* _ASSIGNMENT_: Set down the whole listing below exactly, without pictures.

* _RECORD SET_:
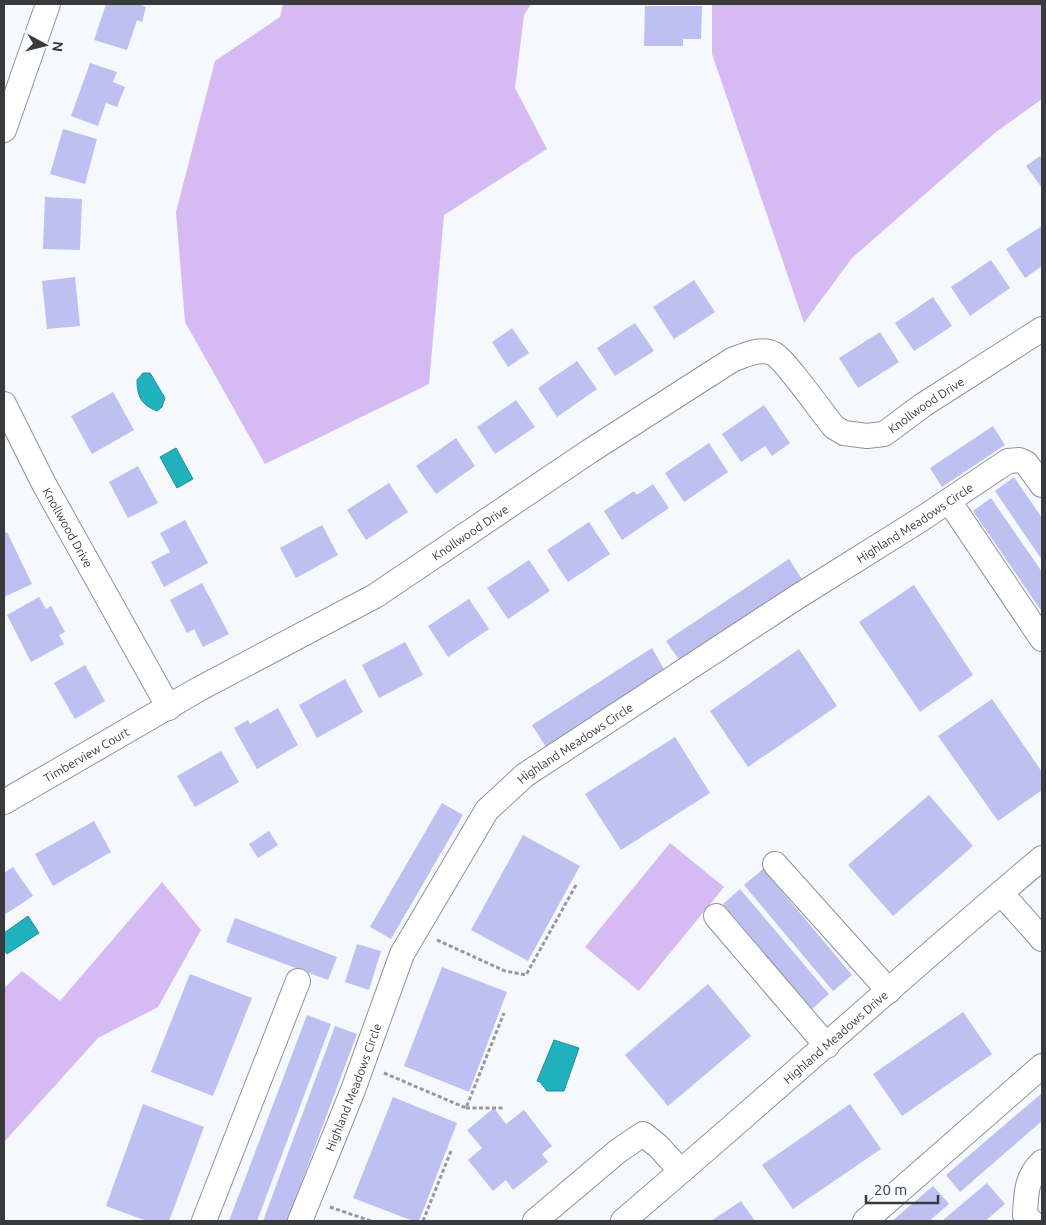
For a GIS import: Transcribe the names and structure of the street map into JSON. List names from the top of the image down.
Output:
{
  "streets": {
    "street": [
      "Knollwood Drive",
      "Highland Meadows Circle",
      "Timberview Court",
      "Highland Meadows Drive"
    ]
  },
  "crossings": [
    ["Knollwood Drive", "Timberview Court"]
  ],
  "scale_bar": "20 m",
  "north": "right"
}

* _ANSWER SPACE_:
For a GIS import: Transcribe the names and structure of the street map into JSON. List names from the top of the image down.
Output:
{
  "streets": {
    "street": [
      "Knollwood Drive",
      "Highland Meadows Circle",
      "Timberview Court",
      "Highland Meadows Drive"
    ]
  },
  "crossings": [
    ["Knollwood Drive", "Timberview Court"]
  ],
  "scale_bar": "20 m",
  "north": "right"
}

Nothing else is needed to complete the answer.